En souvenir de la visite ici, je vais à la boutique d'objets de dévotion. Là, j'achète plusieurs médailles pour faire plaisir à des amis et connaissances. Le texte sur les médailles miraculeuses est en français. En néerlandais, les mots signifient : “ Venez au pied de cet autel, là les grâces seront accordées à tous. Ô Marie, conçue sans péché, priez pour nous, qui avons recours à Vous. ”

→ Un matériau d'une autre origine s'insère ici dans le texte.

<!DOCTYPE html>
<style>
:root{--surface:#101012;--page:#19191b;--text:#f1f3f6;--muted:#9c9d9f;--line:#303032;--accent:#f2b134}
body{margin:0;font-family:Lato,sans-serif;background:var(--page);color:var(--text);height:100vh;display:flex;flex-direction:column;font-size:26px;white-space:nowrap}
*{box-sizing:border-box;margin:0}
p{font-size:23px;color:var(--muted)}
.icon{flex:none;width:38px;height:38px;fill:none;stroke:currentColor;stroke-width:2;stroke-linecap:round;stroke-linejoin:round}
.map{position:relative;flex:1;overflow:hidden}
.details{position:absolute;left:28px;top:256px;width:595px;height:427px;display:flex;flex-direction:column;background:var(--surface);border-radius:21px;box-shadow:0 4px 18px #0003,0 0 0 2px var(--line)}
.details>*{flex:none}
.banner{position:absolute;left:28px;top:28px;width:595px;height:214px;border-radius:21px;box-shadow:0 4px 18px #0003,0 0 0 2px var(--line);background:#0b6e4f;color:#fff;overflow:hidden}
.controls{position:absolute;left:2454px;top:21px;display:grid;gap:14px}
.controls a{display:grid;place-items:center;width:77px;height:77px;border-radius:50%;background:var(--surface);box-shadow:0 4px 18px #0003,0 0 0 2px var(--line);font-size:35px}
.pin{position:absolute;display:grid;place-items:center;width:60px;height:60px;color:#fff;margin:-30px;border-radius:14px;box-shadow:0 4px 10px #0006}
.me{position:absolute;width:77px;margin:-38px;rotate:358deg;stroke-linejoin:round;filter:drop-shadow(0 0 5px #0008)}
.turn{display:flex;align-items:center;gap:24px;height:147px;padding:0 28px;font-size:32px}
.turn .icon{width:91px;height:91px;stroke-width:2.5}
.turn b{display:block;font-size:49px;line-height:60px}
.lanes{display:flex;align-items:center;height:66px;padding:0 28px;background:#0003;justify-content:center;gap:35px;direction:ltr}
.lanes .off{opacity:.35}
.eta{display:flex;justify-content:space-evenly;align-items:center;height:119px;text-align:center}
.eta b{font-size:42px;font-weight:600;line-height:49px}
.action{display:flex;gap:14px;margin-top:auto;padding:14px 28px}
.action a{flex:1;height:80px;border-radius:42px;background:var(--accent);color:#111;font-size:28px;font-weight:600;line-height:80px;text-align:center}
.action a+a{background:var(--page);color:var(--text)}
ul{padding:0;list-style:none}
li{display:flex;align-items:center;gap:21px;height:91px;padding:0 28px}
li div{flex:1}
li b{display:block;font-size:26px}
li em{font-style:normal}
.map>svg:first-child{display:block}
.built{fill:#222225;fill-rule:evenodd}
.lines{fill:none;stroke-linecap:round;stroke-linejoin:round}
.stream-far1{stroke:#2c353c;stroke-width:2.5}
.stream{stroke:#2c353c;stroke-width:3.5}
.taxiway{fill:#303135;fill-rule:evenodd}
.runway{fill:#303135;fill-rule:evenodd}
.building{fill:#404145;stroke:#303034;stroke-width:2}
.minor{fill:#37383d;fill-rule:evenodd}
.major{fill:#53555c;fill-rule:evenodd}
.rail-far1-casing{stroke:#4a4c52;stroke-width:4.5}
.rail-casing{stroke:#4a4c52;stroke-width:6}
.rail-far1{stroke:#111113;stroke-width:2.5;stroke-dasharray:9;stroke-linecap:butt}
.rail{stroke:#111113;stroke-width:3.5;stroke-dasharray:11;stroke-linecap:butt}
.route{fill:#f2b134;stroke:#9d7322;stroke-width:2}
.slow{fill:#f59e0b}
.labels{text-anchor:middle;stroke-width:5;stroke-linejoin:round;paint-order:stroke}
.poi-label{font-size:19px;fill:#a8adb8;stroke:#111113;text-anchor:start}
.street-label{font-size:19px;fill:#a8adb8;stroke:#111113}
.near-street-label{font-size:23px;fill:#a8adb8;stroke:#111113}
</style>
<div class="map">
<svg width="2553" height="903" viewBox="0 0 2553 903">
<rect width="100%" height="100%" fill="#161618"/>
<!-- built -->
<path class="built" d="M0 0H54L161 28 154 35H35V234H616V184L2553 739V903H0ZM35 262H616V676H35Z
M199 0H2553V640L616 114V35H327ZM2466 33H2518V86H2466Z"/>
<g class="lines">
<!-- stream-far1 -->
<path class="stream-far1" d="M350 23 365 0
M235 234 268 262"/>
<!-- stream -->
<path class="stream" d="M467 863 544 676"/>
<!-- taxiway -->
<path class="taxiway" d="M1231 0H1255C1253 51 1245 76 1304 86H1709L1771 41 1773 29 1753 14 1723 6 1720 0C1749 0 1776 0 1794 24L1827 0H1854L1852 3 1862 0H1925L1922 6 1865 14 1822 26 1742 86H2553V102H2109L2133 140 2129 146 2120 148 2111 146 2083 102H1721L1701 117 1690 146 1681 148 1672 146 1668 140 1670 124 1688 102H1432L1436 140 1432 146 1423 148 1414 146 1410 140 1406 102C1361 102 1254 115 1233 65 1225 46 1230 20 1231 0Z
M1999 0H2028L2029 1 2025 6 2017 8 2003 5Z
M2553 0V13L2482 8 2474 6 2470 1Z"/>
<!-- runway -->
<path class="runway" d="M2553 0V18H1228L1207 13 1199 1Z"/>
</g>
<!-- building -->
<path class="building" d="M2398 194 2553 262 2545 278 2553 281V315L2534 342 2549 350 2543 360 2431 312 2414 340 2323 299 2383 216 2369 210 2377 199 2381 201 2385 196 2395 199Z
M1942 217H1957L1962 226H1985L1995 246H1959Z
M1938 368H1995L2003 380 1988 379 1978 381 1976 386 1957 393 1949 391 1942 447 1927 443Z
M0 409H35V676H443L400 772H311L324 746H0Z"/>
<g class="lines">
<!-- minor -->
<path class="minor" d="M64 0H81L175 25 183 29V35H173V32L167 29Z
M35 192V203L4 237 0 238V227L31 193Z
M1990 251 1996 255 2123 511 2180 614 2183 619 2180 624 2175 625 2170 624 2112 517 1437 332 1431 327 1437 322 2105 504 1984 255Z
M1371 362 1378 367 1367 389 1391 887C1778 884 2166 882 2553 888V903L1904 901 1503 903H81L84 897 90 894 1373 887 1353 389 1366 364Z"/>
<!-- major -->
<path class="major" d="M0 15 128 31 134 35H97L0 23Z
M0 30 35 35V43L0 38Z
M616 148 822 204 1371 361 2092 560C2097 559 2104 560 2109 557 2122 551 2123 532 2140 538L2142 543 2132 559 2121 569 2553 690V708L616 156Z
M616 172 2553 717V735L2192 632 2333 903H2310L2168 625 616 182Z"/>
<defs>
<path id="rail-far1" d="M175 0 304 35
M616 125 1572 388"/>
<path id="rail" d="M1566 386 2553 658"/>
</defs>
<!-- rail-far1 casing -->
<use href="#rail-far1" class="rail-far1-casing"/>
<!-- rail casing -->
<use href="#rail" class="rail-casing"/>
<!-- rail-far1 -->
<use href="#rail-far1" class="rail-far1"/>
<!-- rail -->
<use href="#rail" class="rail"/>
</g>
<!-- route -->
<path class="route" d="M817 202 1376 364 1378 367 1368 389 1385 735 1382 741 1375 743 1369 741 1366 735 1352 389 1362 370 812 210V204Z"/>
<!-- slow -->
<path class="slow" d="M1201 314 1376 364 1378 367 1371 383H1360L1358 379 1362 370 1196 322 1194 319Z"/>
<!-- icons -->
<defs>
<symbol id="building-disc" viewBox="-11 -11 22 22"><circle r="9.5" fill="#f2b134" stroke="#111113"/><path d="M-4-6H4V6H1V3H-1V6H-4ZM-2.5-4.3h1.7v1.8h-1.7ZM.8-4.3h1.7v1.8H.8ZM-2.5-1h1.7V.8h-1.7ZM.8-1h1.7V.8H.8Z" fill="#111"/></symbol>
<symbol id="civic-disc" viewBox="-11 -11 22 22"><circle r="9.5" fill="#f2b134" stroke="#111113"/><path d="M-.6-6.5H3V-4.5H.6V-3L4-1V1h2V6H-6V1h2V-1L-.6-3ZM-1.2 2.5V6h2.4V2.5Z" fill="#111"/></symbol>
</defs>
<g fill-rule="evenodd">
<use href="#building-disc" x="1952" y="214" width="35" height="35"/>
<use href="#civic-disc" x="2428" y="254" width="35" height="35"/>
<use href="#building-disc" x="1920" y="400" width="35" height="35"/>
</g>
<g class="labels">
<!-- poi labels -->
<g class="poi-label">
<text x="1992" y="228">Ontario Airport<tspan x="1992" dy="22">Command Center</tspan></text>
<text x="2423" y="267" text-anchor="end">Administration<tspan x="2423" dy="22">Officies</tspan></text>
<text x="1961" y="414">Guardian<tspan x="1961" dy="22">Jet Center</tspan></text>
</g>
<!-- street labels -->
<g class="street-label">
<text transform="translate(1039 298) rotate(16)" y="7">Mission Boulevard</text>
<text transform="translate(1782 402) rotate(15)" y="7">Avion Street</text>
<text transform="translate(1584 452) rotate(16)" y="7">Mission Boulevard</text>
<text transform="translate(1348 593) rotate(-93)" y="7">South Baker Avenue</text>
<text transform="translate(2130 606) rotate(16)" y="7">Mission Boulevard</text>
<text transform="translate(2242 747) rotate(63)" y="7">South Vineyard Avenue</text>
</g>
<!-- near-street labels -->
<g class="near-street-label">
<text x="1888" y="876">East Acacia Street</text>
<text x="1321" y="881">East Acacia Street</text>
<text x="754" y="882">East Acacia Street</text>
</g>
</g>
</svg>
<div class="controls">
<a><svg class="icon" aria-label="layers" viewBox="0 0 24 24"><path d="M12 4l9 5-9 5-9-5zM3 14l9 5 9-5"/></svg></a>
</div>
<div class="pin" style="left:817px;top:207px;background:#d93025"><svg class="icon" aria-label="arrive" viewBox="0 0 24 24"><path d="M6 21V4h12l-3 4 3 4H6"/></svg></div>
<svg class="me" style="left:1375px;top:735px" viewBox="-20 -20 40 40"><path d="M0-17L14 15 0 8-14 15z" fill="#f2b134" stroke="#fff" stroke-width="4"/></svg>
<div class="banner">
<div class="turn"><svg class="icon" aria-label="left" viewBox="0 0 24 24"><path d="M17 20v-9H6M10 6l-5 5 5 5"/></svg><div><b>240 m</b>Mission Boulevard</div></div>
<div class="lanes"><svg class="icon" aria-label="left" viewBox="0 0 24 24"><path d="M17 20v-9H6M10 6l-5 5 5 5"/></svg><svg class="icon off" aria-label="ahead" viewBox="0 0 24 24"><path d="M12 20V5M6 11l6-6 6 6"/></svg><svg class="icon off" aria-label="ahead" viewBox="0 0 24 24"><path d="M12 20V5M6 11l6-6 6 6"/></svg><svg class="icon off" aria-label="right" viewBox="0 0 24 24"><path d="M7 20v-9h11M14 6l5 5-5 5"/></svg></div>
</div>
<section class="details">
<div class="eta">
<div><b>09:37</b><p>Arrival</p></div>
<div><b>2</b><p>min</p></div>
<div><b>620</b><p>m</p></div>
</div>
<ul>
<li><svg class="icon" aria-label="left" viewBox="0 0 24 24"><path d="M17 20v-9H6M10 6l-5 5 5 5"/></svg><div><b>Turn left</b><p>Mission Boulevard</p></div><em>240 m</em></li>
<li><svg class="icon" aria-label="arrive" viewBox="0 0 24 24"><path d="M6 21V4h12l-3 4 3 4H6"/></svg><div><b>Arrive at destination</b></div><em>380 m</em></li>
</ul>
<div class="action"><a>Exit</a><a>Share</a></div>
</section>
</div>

Je palpe la médaille miraculeuse dans ma poche. Je chéris cette médaille…
ENVIRONNEMENT
À Paris se trouve un autre lieu de pèlerinage marial, celui de Notre-Dame des Victoires. Il est situé de l'autre côté de la Seine, à quelques kilomètres du sanctuaire de la rue du Bac.
De plus, les attractions touristiques de Paris valent le détour, comme Montmartre, le Louvre, la Tour Eiffel, etc.
Le lieu de pèlerinage de Valenciennes vaut également le détour. Pour se rendre à Valenciennes, il faut parcourir 210 km vers le nord.